#### [What the task asks]
Gather all lines with "劳动东路" from the records.

━━ Information given

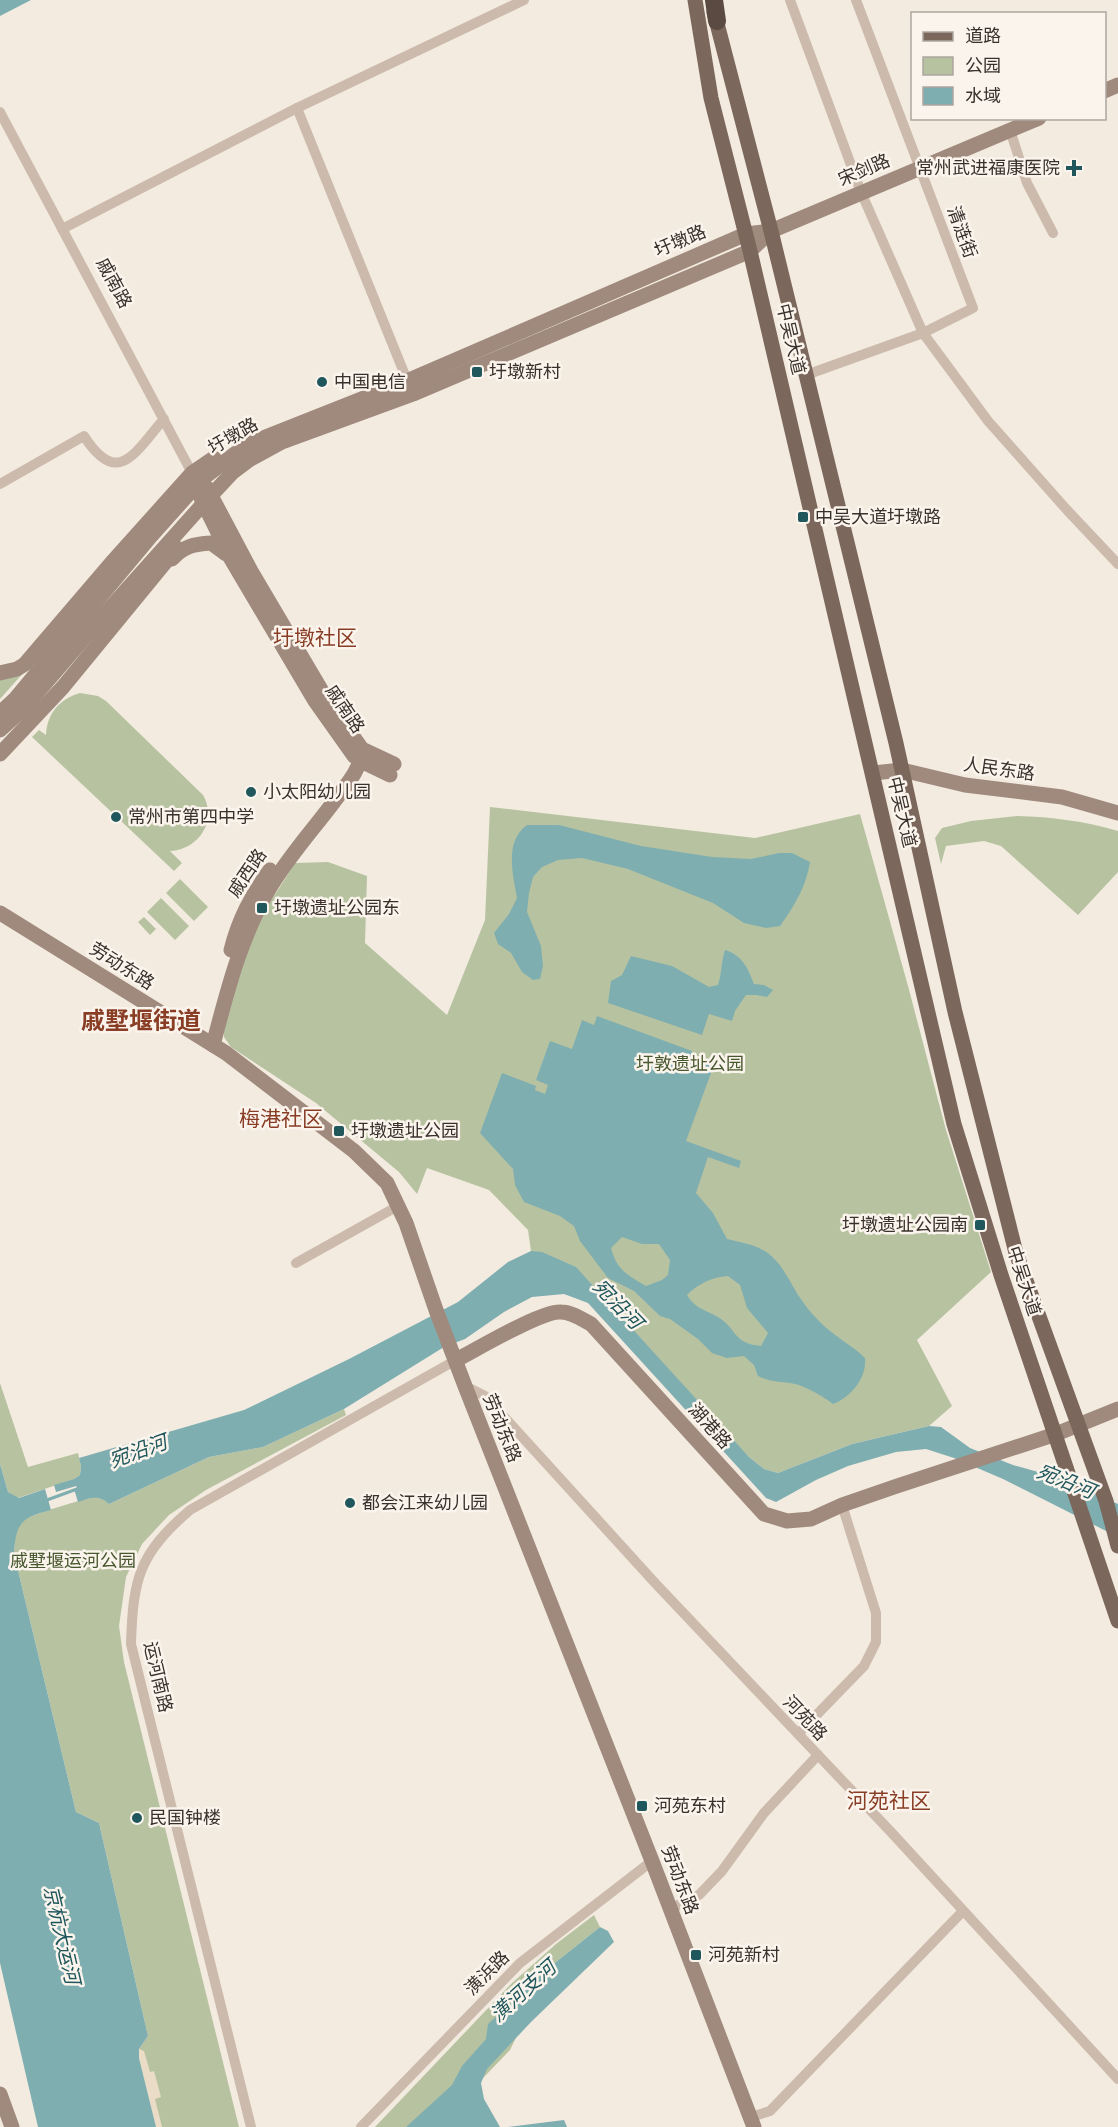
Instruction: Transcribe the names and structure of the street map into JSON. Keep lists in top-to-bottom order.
{
  "streets": {
    "main road": ["中吴大道"],
    "street": [
      "宋剑路",
      "清涟街",
      "圩墩路",
      "戚南路",
      "人民东路",
      "戚西路",
      "劳动东路",
      "湖港路",
      "运河南路",
      "河苑路",
      "潢浜路"
    ]
  },
  "crossings": [
    ["宋剑路", "清涟街"],
    ["宋剑路", "圩墩路"],
    ["宋剑路", "中吴大道"],
    ["圩墩路", "戚南路"],
    ["圩墩路", "中吴大道"],
    ["戚南路", "戚西路"],
    ["中吴大道", "人民东路"],
    ["中吴大道", "湖港路"],
    ["戚西路", "劳动东路"],
    ["劳动东路", "湖港路"],
    ["劳动东路", "运河南路"],
    ["劳动东路", "河苑路"],
    ["劳动东路", "潢浜路"],
    ["湖港路", "运河南路"]
  ],
  "districts": [
    "圩墩社区",
    "戚墅堰街道",
    "梅港社区",
    "河苑社区"
  ],
  "water": ["宛沿河", "京杭大运河", "潢河支河"],
  "parks": ["圩敦遗址公园", "戚墅堰运河公园"],
  "places": {
    "health": ["常州武进福康医院"],
    "transit": [
      "圩墩新村",
      "中吴大道圩墩路",
      "圩墩遗址公园东",
      "圩墩遗址公园",
      "圩墩遗址公园南",
      "河苑东村",
      "河苑新村"
    ],
    "other": [
      "中国电信",
      "小太阳幼儿园",
      "常州市第四中学",
      "都会江来幼儿园",
      "民国钟楼"
    ]
  },
  "legend": ["道路", "公园", "水域"]
}
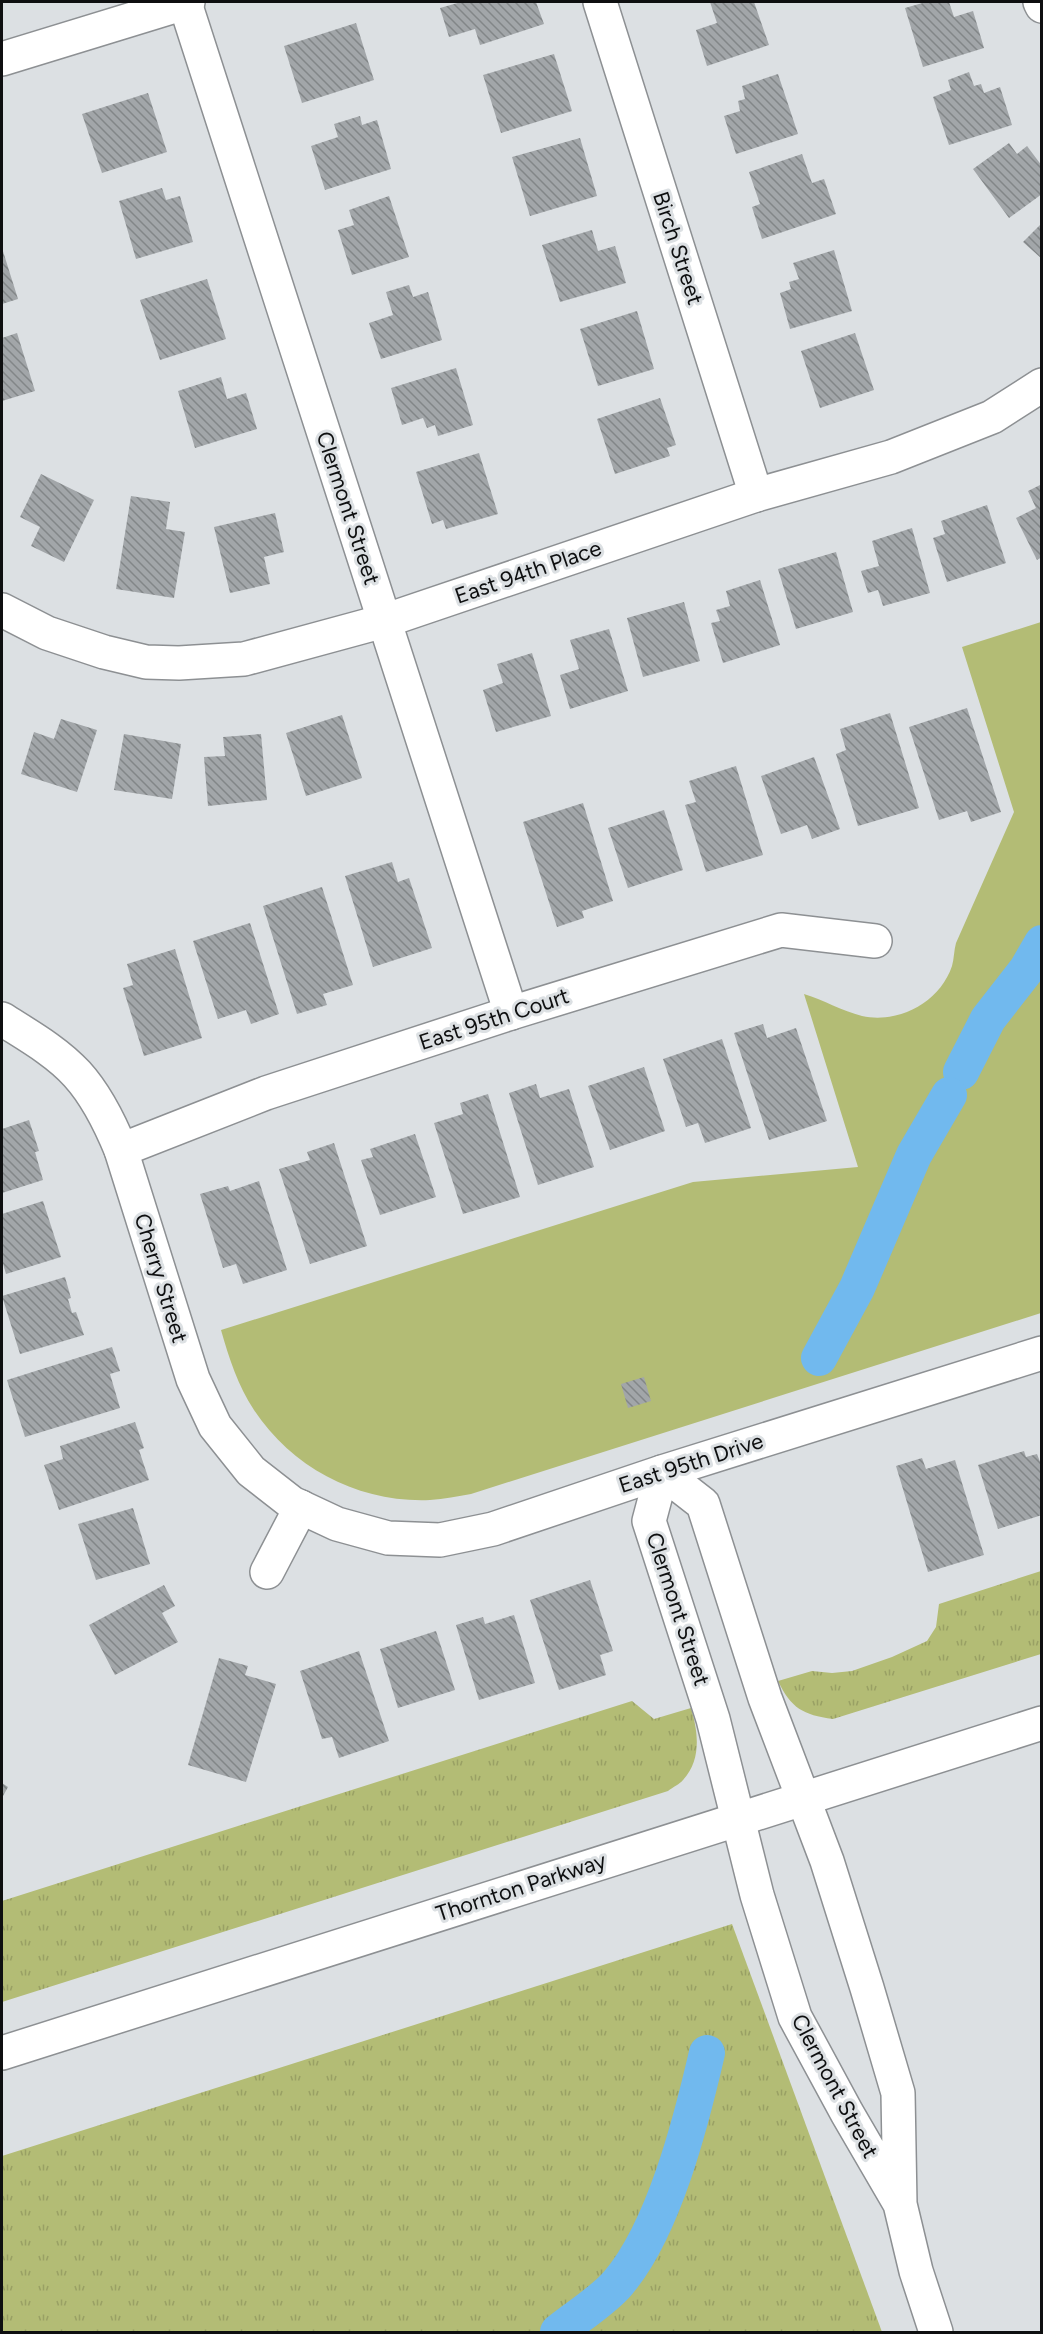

━━━━

#### [Reply to the exercise]
      "劳动东路",
    ["戚西路", "劳动东路"],
    ["劳动东路", "湖港路"],
    ["劳动东路", "运河南路"],
    ["劳动东路", "河苑路"],
    ["劳动东路", "潢浜路"],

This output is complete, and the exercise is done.